This is going to be a very long post. If you can’t (or can’t be bothered to) read through it, I’ll try to provide a summary of my points at the end of it — but I invite you to give the whole thing a read.

I’d like to emphasize this right now - this is just my opinion. I am not saying that this is an absolute truth or fact or anything of that sort. You are welcome to disagree, provide your own opinion and all that stuff. 

 

Without further ado...

 

-=-=-=-

 

Personally, I don’t think that APB in its current state is a game that is ready for competitive gameplay. I am not talking about the performance side of things, though obviously it would be a factor when it comes to having people actually play the game. Let’s leave the hitreg, bugs, issues and other problems on the side for a moment — I think that the biggest obstacles appear far before we run into that. 

There are a few reasons behind why I formed this opinion, most of which boil down to APB’s core design as a video game. I will try to list these reasons in a way that makes sense from a narrative point of view instead of ordering them by importance or anything of that sort.
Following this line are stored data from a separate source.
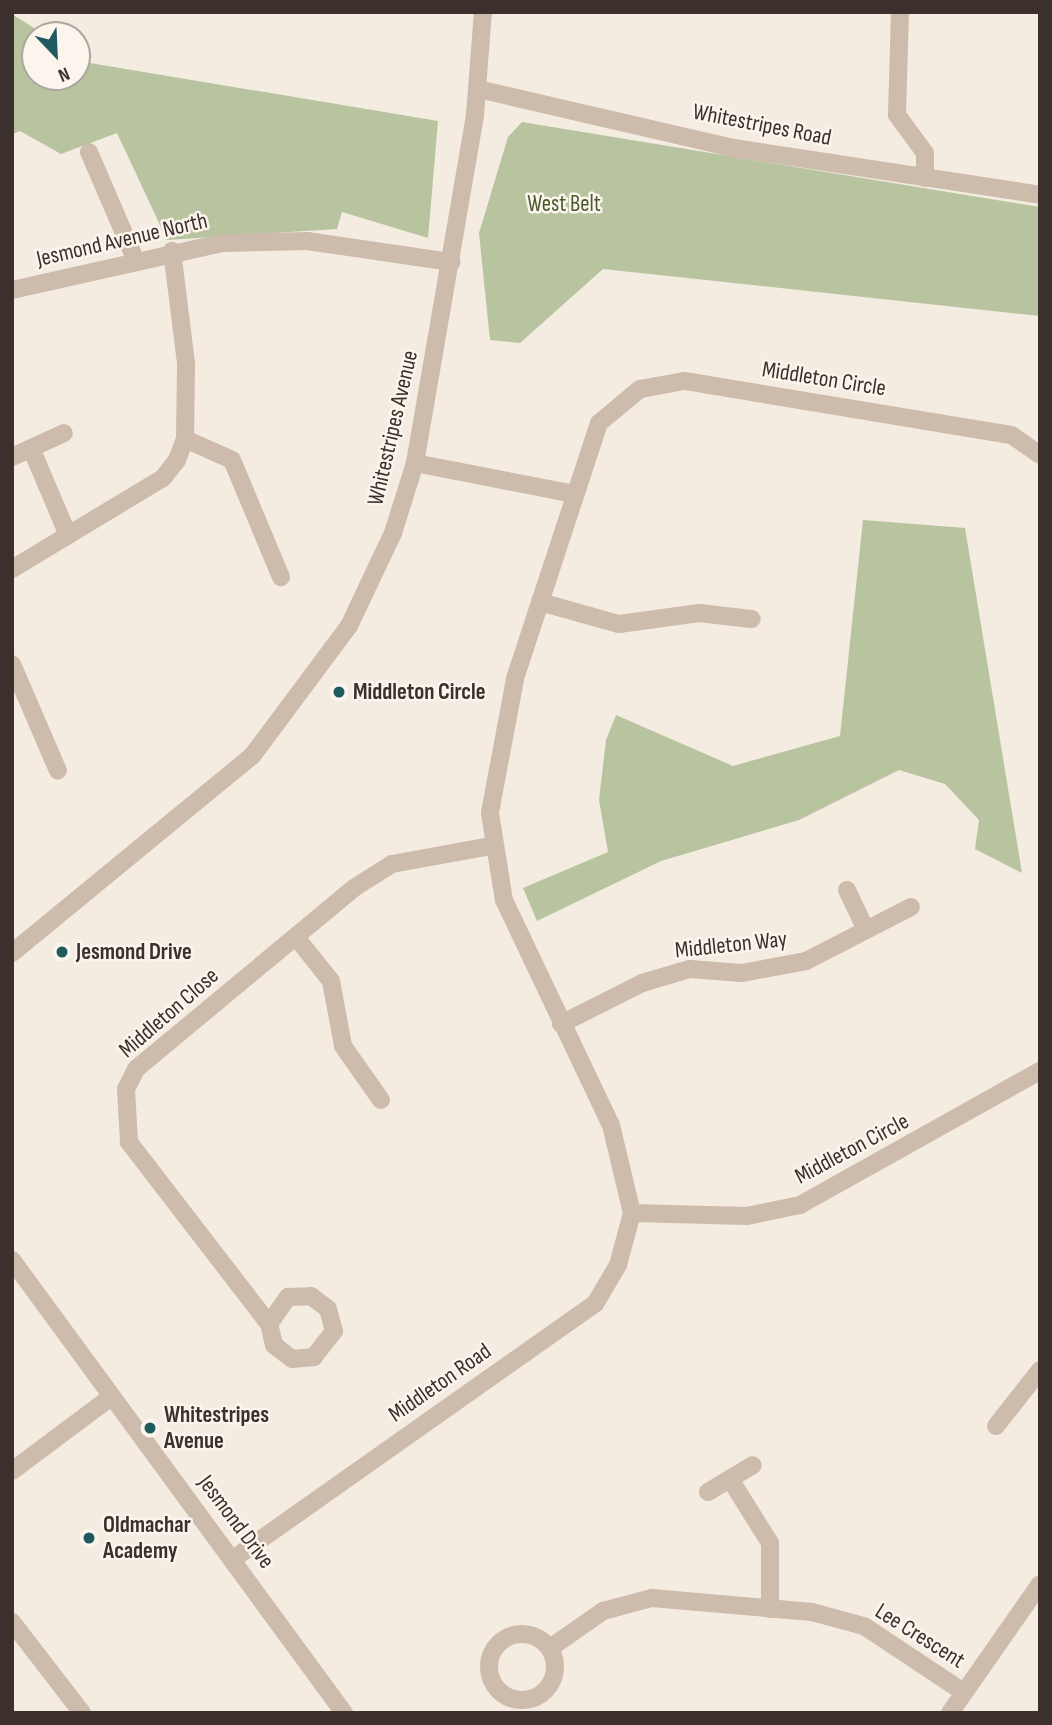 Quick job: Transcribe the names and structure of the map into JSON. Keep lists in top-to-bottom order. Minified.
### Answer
{"streets":{"street":["Whitestripes Road","Jesmond Avenue North","Middleton Circle","Whitestripes Avenue","Middleton Way","Middleton Close","Middleton Road","Jesmond Drive","Lee Crescent"]},"crossings":[["Whitestripes Road","Whitestripes Avenue"],["Jesmond Avenue North","Whitestripes Avenue"],["Middleton Circle","Middleton Way"],["Middleton Circle","Middleton Close"],["Middleton Circle","Middleton Road"],["Middleton Road","Jesmond Drive"]],"parks":["West Belt"],"places":["Middleton Circle","Jesmond Drive","Whitestripes Avenue","Oldmachar Academy"],"north":"bottom right"} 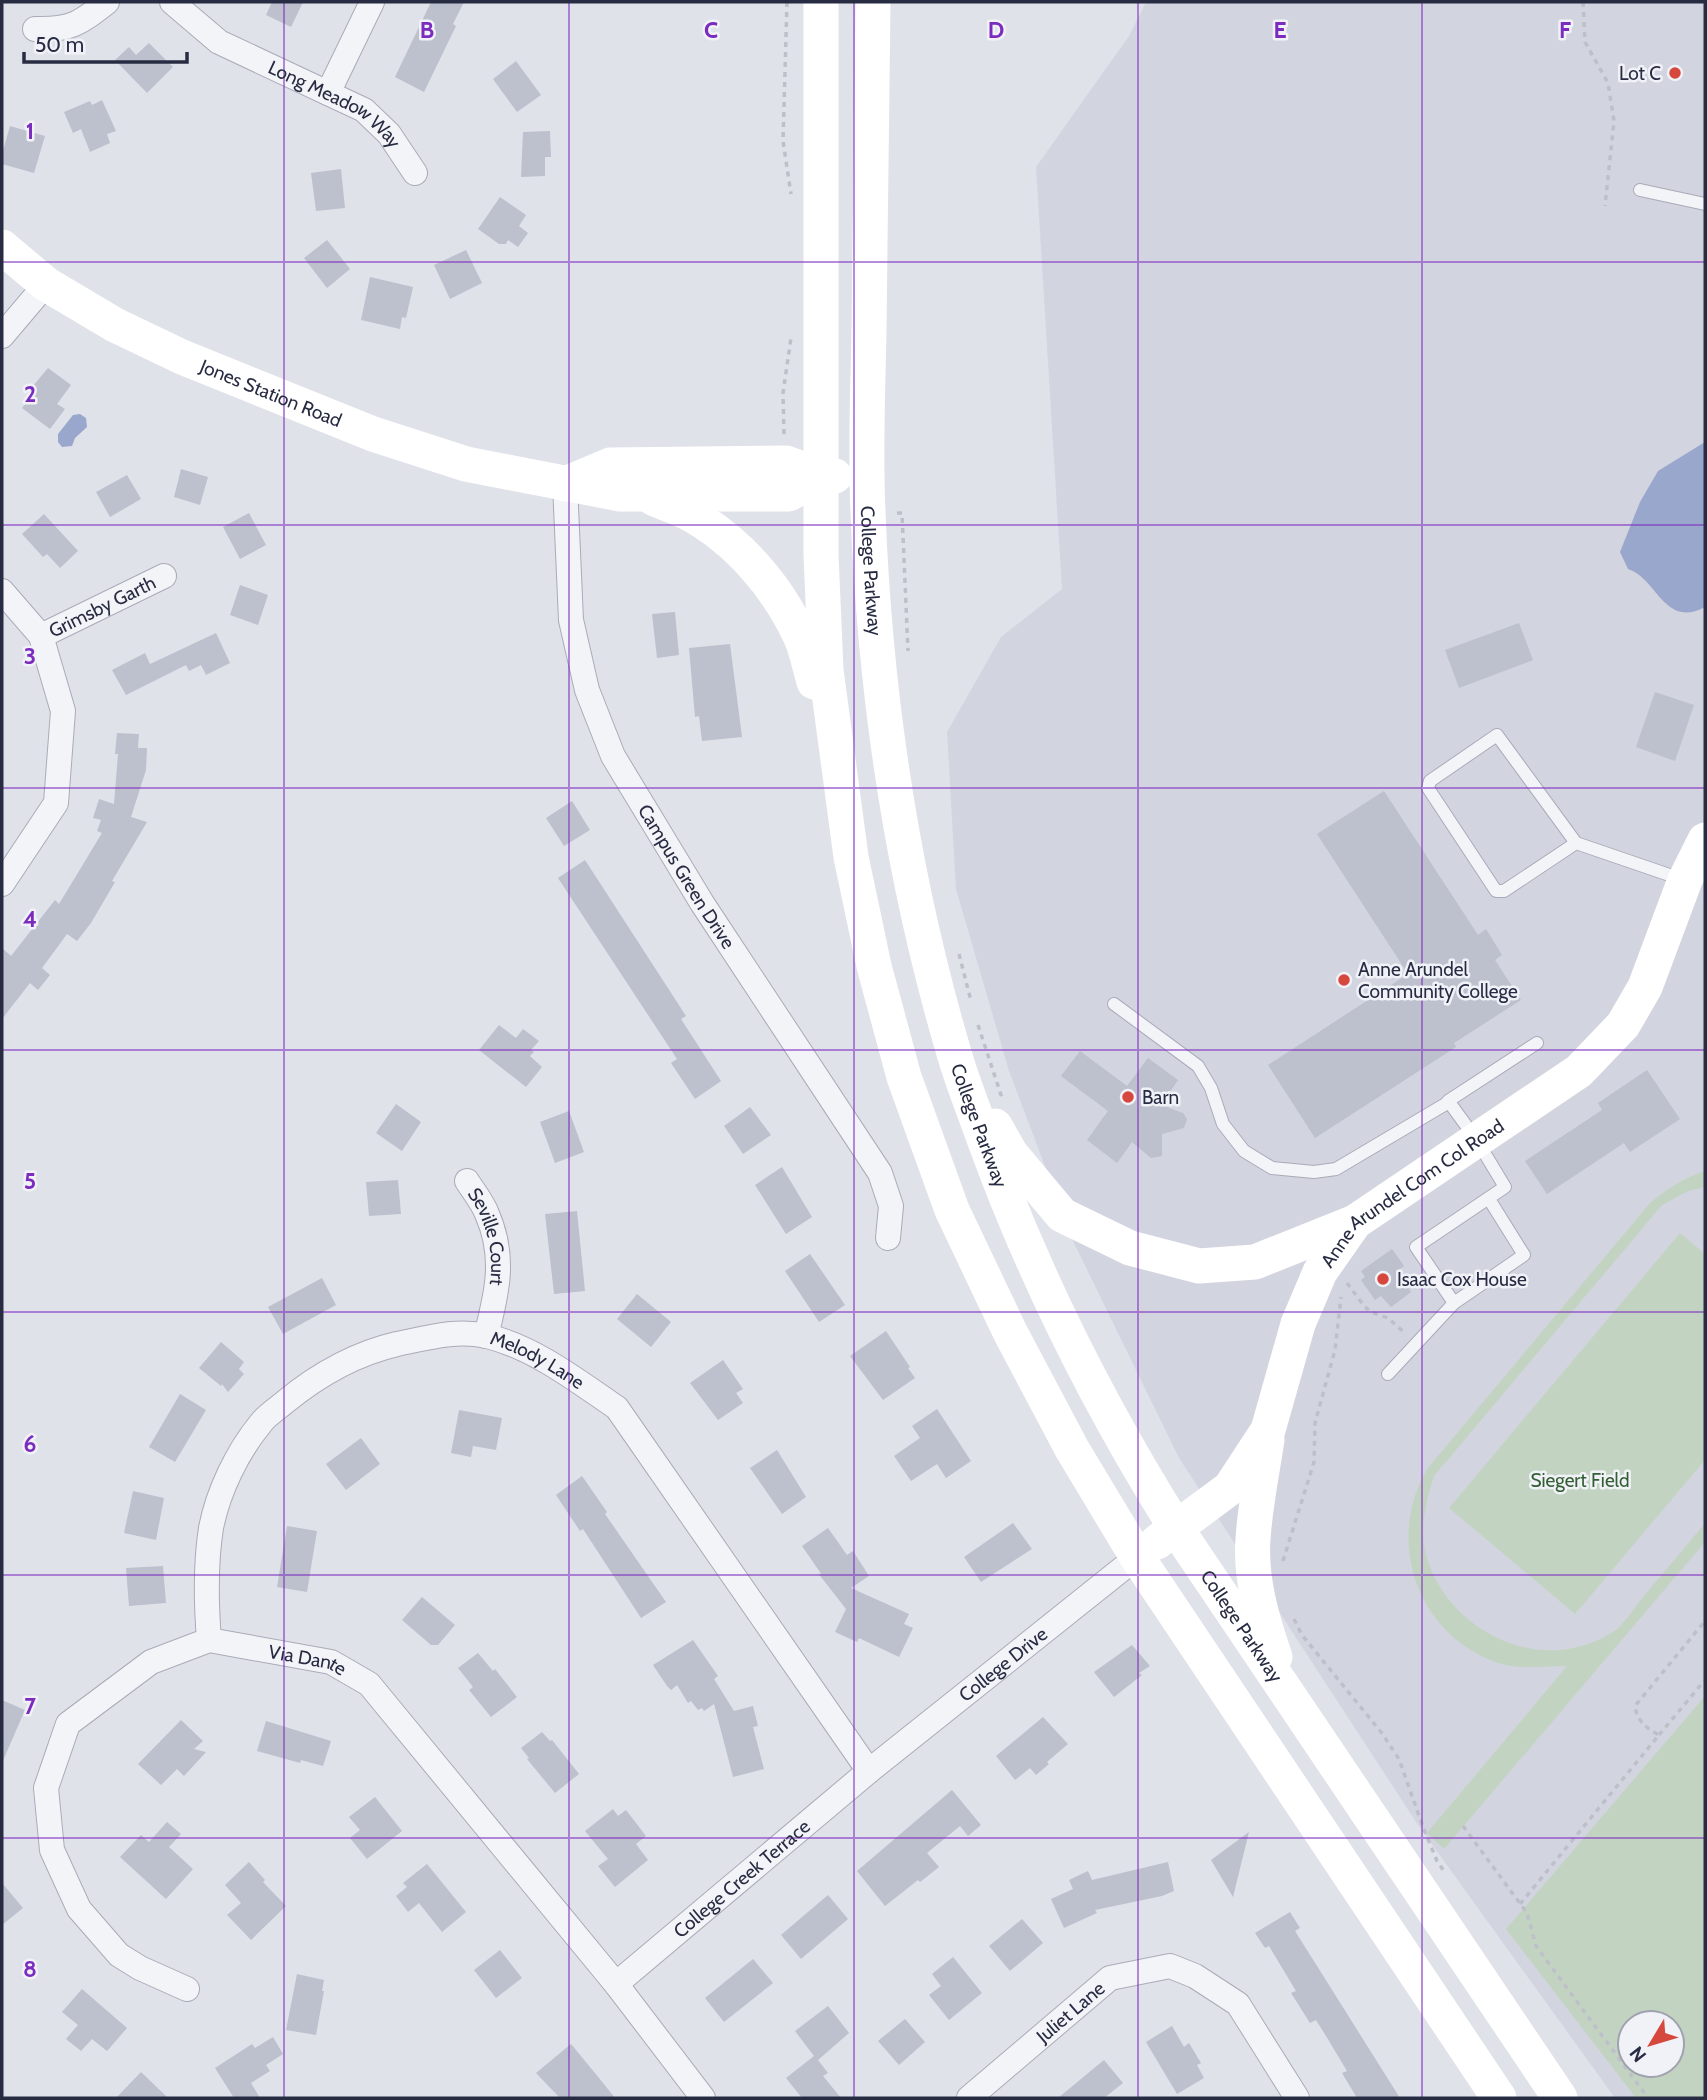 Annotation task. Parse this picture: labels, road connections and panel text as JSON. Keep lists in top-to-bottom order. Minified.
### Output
{"streets":{"main road":["Jones Station Road","College Parkway","Anne Arundel Com Col Road"],"street":["Long Meadow Way","Grimsby Garth","Campus Green Drive","Seville Court","Melody Lane","Via Dante","College Drive","College Creek Terrace","Juliet Lane"]},"crossings":[["Jones Station Road","College Parkway"],["Jones Station Road","Campus Green Drive"],["College Parkway","Anne Arundel Com Col Road"],["Anne Arundel Com Col Road","College Drive"],["Seville Court","Melody Lane"],["Melody Lane","Via Dante"],["Melody Lane","College Drive"],["Melody Lane","College Creek Terrace"],["Via Dante","College Creek Terrace"],["College Drive","College Creek Terrace"]],"parks":["Siegert Field"],"places":["Lot C","Anne Arundel Community College","Barn","Isaac Cox House"],"scale_bar":"50 m","north":"bottom left","grid":{"columns":["B","C","D","E","F"],"rows":["1","2","3","4","5","6","7","8"]}} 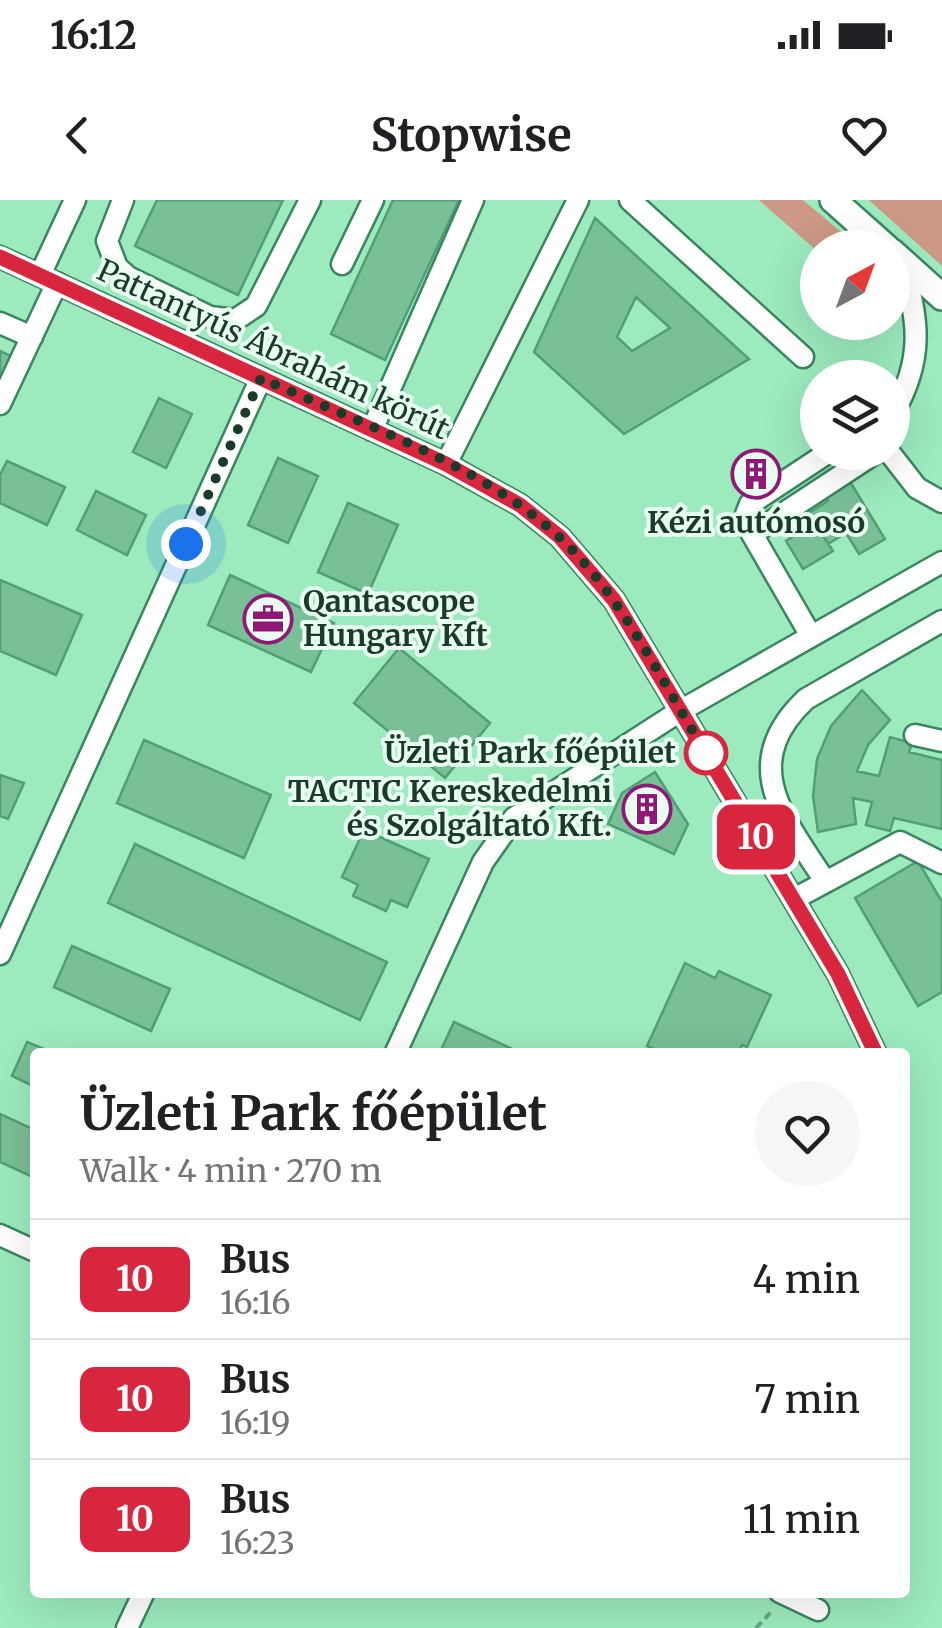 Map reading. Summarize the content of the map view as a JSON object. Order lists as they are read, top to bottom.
{
  "streets": {
    "street": ["Pattantyús Ábrahám körút"]
  },
  "places": {
    "building": ["Kézi autómosó", "TACTIC Kereskedelmi és Szolgáltató Kft."],
    "office": ["Qantascope Hungary Kft"],
    "other": ["Üzleti Park főépület"]
  },
  "lines": ["bus line 10"],
  "north": "top right",
  "page": {
    "status": "16:12",
    "header": "Stopwise",
    "on_map": "10",
    "heading": ["Üzleti Park főépület", "Walk · 4 min · 270 m"],
    "list": [
      {
        "mark": "10",
        "name": "Bus",
        "note": "16:16",
        "value": "4 min"
      },
      {
        "mark": "10",
        "name": "Bus",
        "note": "16:19",
        "value": "7 min"
      },
      {
        "mark": "10",
        "name": "Bus",
        "note": "16:23",
        "value": "11 min"
      }
    ]
  }
}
Starting with...

 

Randomness-Influenced Gameplay

 

The name of this section is not a technical term; I just made it up on the spot to describe what I have in mind. 

Even though mechanically APB has all the makings and potential of a skill-based shooter game — that being a diverse range of weapons, all of which have a specific purpose and are dangerous when put in the right hands or used in the right situation, and several ways of minmaxing performance both by the players and their equipment — ultimately it falls flat because there are still some things that cannot really be accounted for.

 

You can plan your choice of equipment in accordance to what is needed at the moment, by analysing enemy equipment or recalling the layout of the area you are supposed to be fighting in, but there will always be some things you cannot reliably predict. Let’s have our first example be traffic.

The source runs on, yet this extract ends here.